### TASK REQUIREMENTS
Starting at the first line of the listing below, repeat each line exactly until the line containing "position:relative; flex:1; overflow:hidden", which you include. Leave out pictures.
——————————
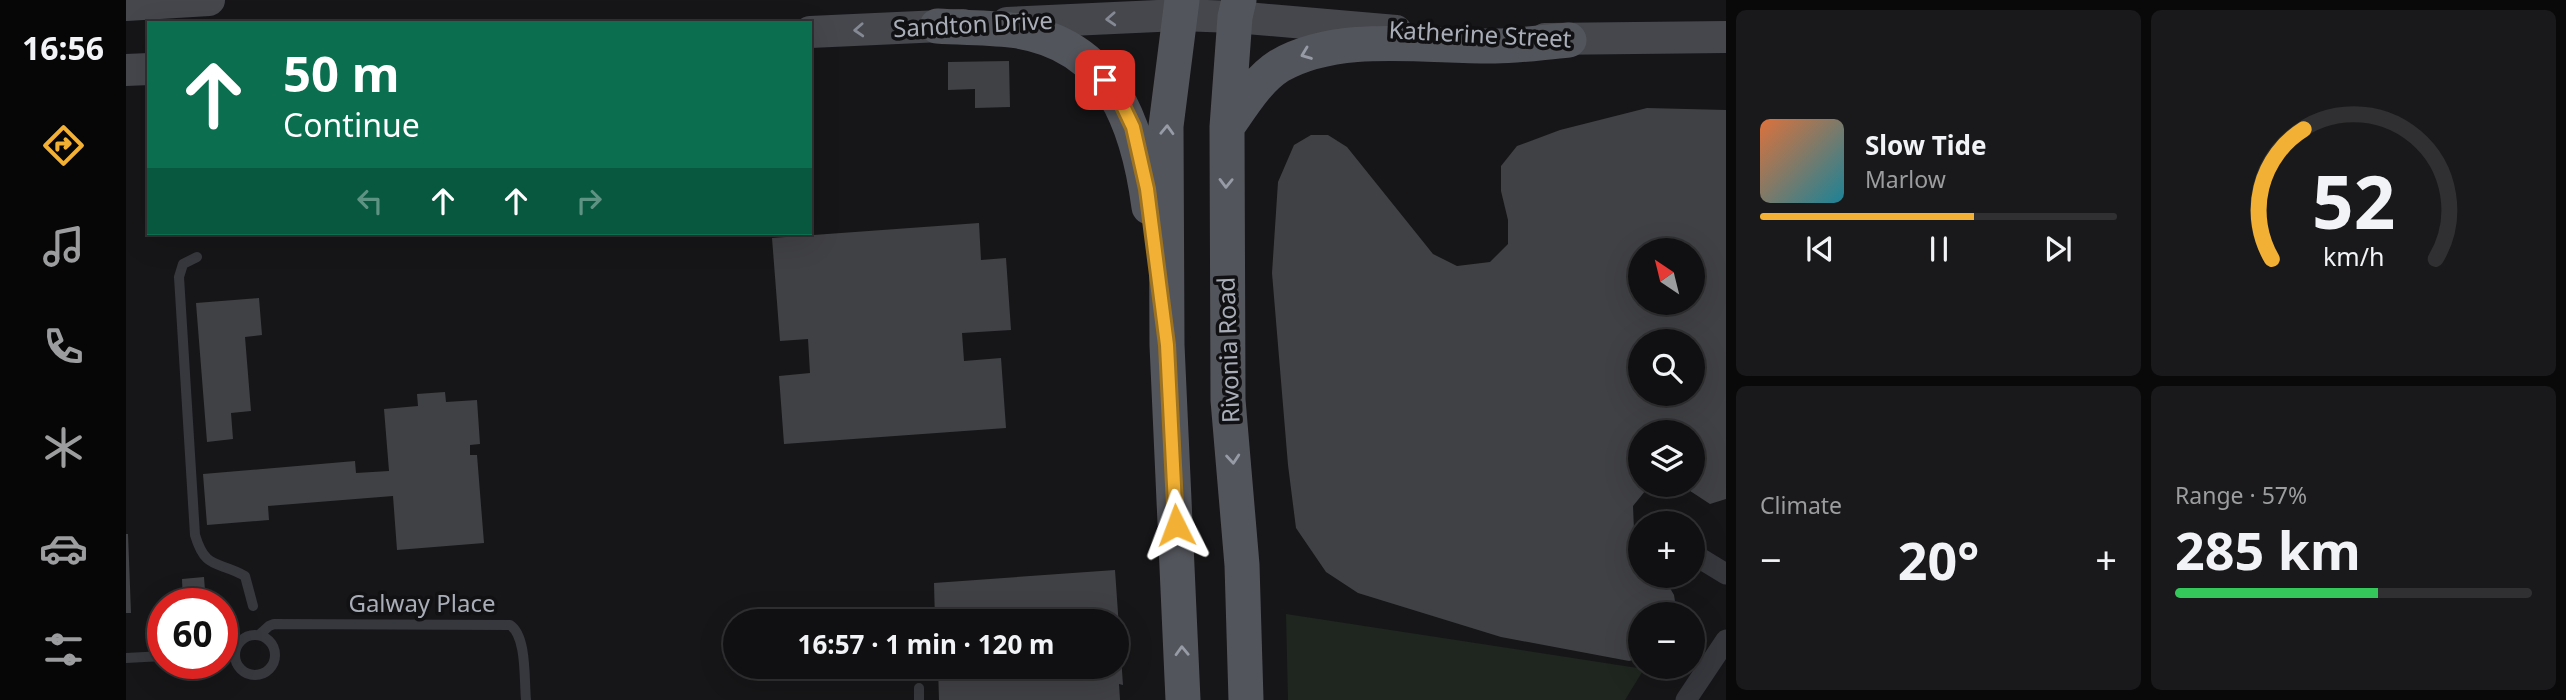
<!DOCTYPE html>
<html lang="en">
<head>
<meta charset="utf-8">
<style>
	:root { --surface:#101012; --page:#19191b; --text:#f1f3f6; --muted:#9c9d9f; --line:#303032; --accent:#f2b134 }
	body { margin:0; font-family:"Noto Sans",sans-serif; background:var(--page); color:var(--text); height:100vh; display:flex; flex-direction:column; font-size:26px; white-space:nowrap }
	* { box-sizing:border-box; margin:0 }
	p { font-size:23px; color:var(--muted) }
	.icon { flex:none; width:38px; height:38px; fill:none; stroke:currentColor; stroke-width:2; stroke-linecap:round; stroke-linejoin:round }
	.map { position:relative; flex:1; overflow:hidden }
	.sheet { display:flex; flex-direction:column; gap:10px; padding:10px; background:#09090a; width:840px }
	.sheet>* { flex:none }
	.guide { position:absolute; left:21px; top:21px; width:665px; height:214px; border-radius:0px; box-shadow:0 7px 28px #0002,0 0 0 2px var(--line); background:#0b6e4f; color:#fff; overflow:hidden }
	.needle { width:46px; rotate:325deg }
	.fabs { position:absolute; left:1502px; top:238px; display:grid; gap:14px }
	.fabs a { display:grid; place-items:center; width:77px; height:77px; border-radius:50%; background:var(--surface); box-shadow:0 7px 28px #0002,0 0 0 2px var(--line); font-size:35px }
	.speed { position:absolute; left:21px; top:588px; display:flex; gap:14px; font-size:35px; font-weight:700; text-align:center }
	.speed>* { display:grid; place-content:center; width:91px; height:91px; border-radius:50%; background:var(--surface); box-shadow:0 7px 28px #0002,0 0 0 2px var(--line); line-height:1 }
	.speed .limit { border:10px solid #d22; background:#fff; color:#111 }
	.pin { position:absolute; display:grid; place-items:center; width:60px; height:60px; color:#fff; margin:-30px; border-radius:14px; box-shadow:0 4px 10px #0006 }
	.me { position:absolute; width:77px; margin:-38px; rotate:357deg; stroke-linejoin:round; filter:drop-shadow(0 0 5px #0008) }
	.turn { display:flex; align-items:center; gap:24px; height:147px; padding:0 21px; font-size:32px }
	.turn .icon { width:91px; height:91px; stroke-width:2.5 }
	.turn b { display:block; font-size:49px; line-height:60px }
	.lanes { display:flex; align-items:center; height:66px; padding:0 21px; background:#0003; justify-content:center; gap:35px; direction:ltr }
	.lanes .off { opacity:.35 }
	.big { font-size:52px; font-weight:700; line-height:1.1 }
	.sheet .widget { flex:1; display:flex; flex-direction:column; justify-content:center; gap:10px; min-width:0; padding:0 24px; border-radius:10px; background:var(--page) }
	.sheet .dial { align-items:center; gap:0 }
	.dial svg { height:182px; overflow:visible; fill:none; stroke:var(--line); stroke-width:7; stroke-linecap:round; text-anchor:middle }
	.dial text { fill:var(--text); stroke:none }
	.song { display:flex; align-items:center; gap:21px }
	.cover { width:84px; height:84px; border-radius:10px; background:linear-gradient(135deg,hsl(20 70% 55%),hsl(190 70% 35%)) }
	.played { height:7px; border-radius:4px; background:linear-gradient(90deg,var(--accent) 60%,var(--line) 60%) }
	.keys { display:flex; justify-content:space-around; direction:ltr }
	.heat { display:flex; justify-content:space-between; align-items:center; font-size:38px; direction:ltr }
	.charge { height:10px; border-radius:5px; background:linear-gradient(90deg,#34c759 57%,var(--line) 0) }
	.sheet .tiles { flex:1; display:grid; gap:10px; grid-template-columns:repeat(2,1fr) }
	.trip { position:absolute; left:597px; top:609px; width:406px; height:70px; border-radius:35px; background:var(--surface); box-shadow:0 7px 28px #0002,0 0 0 2px var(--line); font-weight:700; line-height:70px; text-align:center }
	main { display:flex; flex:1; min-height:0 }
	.tab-bar { display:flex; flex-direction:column; width:126px; justify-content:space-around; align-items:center; background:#060607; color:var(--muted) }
	.tab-bar .icon { width:49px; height:49px }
	.tab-bar .selected { color:var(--accent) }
	.tab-bar b { font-size:32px; color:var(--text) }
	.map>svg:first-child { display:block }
	.green { fill:#1e261f }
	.building { fill:#404145; fill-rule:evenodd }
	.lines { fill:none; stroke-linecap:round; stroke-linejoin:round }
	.lane { stroke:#37383d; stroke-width:10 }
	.street { stroke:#37383d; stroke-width:21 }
	.secondary { stroke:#45474d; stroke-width:32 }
	.primary { stroke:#53555c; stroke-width:35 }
	.oneway { stroke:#858993 }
	.oneway2 { stroke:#979ba6 }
	.route-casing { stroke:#9d7322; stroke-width:18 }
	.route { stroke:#f2b134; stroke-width:12 }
	.labels { text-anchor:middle; stroke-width:7; stroke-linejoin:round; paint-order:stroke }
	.street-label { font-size:24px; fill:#a8adb8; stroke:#111113 }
</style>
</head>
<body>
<main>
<nav class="tab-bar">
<b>16:56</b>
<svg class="icon selected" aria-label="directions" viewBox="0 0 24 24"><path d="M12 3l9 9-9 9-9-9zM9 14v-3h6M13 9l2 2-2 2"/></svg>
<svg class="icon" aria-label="music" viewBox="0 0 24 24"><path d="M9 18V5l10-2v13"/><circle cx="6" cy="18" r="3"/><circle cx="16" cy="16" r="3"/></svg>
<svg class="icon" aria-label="phone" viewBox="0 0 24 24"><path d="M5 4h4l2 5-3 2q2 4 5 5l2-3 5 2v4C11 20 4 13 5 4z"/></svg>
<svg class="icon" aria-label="climate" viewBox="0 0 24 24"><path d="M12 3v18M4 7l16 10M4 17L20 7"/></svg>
<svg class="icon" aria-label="car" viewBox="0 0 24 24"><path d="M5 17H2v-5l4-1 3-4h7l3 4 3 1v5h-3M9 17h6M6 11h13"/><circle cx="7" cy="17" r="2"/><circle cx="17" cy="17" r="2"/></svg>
<svg class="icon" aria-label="filters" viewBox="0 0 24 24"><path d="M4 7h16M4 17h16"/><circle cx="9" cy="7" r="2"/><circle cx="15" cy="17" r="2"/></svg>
</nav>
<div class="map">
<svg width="1600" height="700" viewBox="0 0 1600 700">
	<rect width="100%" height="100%" fill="#161618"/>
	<path class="green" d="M1160 614 1518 669 1499 700H1162Z"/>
	<path class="building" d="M883 61 884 107 849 108V89L822 90V62Z
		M1521 108 1600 110V499L1584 504 1555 485H1566V432H1514V485H1524L1507 506 1508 530 1514 539V576H1537L1548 595 1551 614H1514V658L1503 661 1375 637 1232 593 1200 572 1170 528 1162 465 1146 273 1152 182 1168 145 1185 135H1202L1221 147 1307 254 1331 266 1364 262 1382 244V220L1375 191V166L1391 146 1434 130ZM1514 250H1566V303H1514ZM1514 341H1566V394H1514Z
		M853 223 855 260 880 258 885 330 836 333 838 361 875 358 880 428 658 444 653 376 684 373 682 339 654 341 646 238Z
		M133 298 136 335 119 337 125 411 105 413 107 439 81 442 70 303Z
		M319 392 320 402 351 400 354 444 344 445V455H351L358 543 271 550 267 496 142 506 143 520 81 525 77 474 229 461 230 473 263 471 258 409 292 406 291 394Z
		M0 534H2L5 613H0Z
		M989 570 997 685 993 684 994 700H813L812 667H990V621H809L808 583Z
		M78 577 80 604H57L56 579Z"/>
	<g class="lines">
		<path class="lane" d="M71 257 57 264 53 277 69 535C80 571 91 560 119 576L127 606
			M133 635 143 626 148 624 384 625C401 636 398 680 400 700
			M109 655a20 20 0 1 1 40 0a20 20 0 1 1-40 0Z
			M0 658 37 656
			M793 688V700"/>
		<path class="street" d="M1572 557 1600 574
			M1560 700 1600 640"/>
		<path class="secondary" d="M0 5 83 0
			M881 23 1053 15 1109 17 1270 31
			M684 32 837 25
			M1419 39 1600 37
			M0 70 23 69"/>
		<path class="primary" d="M1056 0 1040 126 1041 345 1057 700
			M1113 0 1109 17 1101 127 1102 400 1116 565 1120 700
			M811 26C838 28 866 27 892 31 985 46 1012 124 1023 207
			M1101 127C1116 106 1131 80 1153 66 1213 31 1301 47 1369 46 1393 46 1418 42 1443 40"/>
	</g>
	<defs><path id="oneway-chevron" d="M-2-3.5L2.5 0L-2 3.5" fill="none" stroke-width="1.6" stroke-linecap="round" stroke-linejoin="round" transform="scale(1.75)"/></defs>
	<g class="oneway">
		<use href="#oneway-chevron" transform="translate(985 19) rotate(177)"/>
		<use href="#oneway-chevron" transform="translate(733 30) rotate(177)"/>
	</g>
	<g class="oneway2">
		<use href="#oneway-chevron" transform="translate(1180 54) rotate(159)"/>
		<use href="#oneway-chevron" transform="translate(1041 130) rotate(-88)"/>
		<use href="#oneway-chevron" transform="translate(1100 183) rotate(91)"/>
		<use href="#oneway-chevron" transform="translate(1107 459) rotate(85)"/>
		<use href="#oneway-chevron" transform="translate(1056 651) rotate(-92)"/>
	</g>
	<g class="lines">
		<defs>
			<path id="route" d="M979 80 996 104 1007 127 1021 189 1041 345 1050 525"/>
		</defs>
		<use href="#route" class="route-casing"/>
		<use href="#route" class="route"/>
	</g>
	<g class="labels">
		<g class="street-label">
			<text transform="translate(847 25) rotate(-3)" y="8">Sandton Drive</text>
			<text transform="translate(1354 35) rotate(3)" y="8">Katherine Street</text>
			<text transform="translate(1103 350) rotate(-92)" y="8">Rivonia Road</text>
			<text x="296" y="612">Galway Place</text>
		</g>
	</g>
</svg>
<div class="fabs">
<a><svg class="needle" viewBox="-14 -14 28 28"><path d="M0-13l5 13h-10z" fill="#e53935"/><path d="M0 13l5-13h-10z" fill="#9c9d9f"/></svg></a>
<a><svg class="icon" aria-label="search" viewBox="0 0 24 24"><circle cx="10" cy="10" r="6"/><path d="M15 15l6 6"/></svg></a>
<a><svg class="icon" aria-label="layers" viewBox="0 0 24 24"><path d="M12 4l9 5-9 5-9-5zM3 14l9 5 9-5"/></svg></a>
<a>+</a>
<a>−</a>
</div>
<div class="speed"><div class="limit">60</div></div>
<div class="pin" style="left:979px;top:80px;background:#d93025"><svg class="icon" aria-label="arrive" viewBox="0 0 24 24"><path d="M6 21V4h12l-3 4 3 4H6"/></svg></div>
<svg class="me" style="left:1050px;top:525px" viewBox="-20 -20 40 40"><path d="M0-17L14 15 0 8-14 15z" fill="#f2b134" stroke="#fff" stroke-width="4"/></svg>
<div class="trip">16:57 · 1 min · 120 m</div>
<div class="guide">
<div class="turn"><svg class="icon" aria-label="ahead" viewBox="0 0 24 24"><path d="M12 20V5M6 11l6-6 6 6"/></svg><div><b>50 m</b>Continue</div></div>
<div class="lanes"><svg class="icon off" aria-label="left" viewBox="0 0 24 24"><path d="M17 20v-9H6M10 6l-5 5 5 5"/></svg><svg class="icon" aria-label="ahead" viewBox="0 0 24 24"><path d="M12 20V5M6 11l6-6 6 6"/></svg><svg class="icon" aria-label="ahead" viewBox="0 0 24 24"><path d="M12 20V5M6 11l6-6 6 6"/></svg><svg class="icon off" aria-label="right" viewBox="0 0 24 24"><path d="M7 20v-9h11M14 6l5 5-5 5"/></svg></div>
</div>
</div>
<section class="sheet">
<div class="tiles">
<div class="widget">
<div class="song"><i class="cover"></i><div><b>Slow Tide</b><p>Marlow</p></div></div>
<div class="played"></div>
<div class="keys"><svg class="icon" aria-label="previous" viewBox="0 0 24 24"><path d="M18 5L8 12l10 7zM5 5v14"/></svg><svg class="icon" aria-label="pause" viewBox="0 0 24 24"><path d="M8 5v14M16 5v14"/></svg><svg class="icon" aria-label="next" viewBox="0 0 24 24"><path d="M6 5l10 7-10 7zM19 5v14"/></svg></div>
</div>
<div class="widget dial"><svg viewBox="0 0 100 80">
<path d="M14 69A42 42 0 1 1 86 69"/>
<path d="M14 69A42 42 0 0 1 28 12" stroke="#f2b134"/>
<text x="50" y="56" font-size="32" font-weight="700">52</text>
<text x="50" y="72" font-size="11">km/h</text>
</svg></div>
<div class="widget"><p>Climate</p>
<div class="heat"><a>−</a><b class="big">20°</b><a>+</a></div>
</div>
<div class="widget"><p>Range · 57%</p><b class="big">285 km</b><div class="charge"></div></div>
</div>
</section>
</main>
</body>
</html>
——————————
### SOLVED PROBLEM
<!DOCTYPE html>
<html lang="en">
<head>
<meta charset="utf-8">
<style>
	:root { --surface:#101012; --page:#19191b; --text:#f1f3f6; --muted:#9c9d9f; --line:#303032; --accent:#f2b134 }
	body { margin:0; font-family:"Noto Sans",sans-serif; background:var(--page); color:var(--text); height:100vh; display:flex; flex-direction:column; font-size:26px; white-space:nowrap }
	* { box-sizing:border-box; margin:0 }
	p { font-size:23px; color:var(--muted) }
	.icon { flex:none; width:38px; height:38px; fill:none; stroke:currentColor; stroke-width:2; stroke-linecap:round; stroke-linejoin:round }
	.map { position:relative; flex:1; overflow:hidden }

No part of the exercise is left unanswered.